A Lumosque introduction to the spectral analysis of vowels and consonants



There are two famous people named Marilyn Einstein. One of them is the trans-sexual daughter of Marilyn Monroe and Albert Einstein (yes, Marilyn had a relationship with many famous men):







Her genes are 50% from Einstein, 50% from Monroe, and the percentages don't change much. But the other Marilyn Einstein is this one:







Ze differs from the first one because ze can be close to 100% Einstein or close to 100% Monroe, depending how we look at zir.









If your eyesight is sharp and you can see the short-distance, high-resolution details, you may see Einstein's mustache and wrinkles and you prefer to conclude it's Einstein. When your eyesight is fuzzy enough, you average the areas, the mustache and wrinkles disappear, and what is left is the big-picture shape of the head with the haircut which is closer to Marilyn Monroe.
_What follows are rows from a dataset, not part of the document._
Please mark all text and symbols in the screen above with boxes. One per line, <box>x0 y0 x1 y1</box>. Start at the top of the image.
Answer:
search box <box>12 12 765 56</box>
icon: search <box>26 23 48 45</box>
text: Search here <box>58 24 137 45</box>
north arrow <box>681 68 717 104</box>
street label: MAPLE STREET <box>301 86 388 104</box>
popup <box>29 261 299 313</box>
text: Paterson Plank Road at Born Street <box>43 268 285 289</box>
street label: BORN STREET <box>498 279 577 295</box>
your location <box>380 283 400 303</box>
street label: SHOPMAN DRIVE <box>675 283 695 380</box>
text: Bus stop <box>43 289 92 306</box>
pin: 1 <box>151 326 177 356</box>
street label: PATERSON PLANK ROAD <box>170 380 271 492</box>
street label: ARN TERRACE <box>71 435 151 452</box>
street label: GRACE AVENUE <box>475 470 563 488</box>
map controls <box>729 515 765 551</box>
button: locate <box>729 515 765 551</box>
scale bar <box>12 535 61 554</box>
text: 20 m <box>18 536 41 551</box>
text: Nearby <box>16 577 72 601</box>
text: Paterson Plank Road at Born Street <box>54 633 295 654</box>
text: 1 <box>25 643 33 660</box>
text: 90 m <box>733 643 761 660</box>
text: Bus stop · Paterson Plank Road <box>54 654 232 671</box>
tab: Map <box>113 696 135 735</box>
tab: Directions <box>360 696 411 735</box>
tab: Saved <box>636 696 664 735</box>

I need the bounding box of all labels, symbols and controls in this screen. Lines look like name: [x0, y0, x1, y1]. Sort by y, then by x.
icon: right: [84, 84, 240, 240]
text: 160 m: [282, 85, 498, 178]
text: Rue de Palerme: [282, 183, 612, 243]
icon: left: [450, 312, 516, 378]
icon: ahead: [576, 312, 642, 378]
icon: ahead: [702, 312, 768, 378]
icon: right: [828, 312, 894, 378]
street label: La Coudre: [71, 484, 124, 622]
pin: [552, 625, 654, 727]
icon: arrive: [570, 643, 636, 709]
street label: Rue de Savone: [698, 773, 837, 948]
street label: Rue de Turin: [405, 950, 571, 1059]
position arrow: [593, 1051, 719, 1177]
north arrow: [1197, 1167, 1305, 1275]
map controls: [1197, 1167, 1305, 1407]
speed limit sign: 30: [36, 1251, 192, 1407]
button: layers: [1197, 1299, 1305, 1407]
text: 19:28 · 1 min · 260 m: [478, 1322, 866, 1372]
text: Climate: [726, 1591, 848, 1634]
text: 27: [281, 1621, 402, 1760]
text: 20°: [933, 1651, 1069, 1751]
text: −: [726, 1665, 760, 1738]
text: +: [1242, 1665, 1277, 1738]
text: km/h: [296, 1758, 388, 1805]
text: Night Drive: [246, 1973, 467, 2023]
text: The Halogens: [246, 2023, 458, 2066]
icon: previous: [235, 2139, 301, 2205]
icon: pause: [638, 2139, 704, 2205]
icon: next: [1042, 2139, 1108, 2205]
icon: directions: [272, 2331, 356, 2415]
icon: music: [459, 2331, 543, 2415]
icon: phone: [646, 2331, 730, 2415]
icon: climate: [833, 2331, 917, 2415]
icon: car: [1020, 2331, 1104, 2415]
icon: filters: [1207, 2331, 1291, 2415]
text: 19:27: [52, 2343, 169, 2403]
A week or two weeks ago, millions people got obsessed with a nearly isomorphic audible illusion:









In 2007, opera singer Jay Jones recorded the pronunciation of 200,000 words for vocabulary.com. Those included this word that was meant to be "Laurel" (the name of Stan Laurel, a man from the Laurel-Hardy duo of comedians from the voiceless epoch of the movies). When your hearing is good and sensitive to the high-resolution details – which are stored especially at high frequencies because that's where the bitrate is higher – then you can hear that what he ended up saying is actually "Yanny".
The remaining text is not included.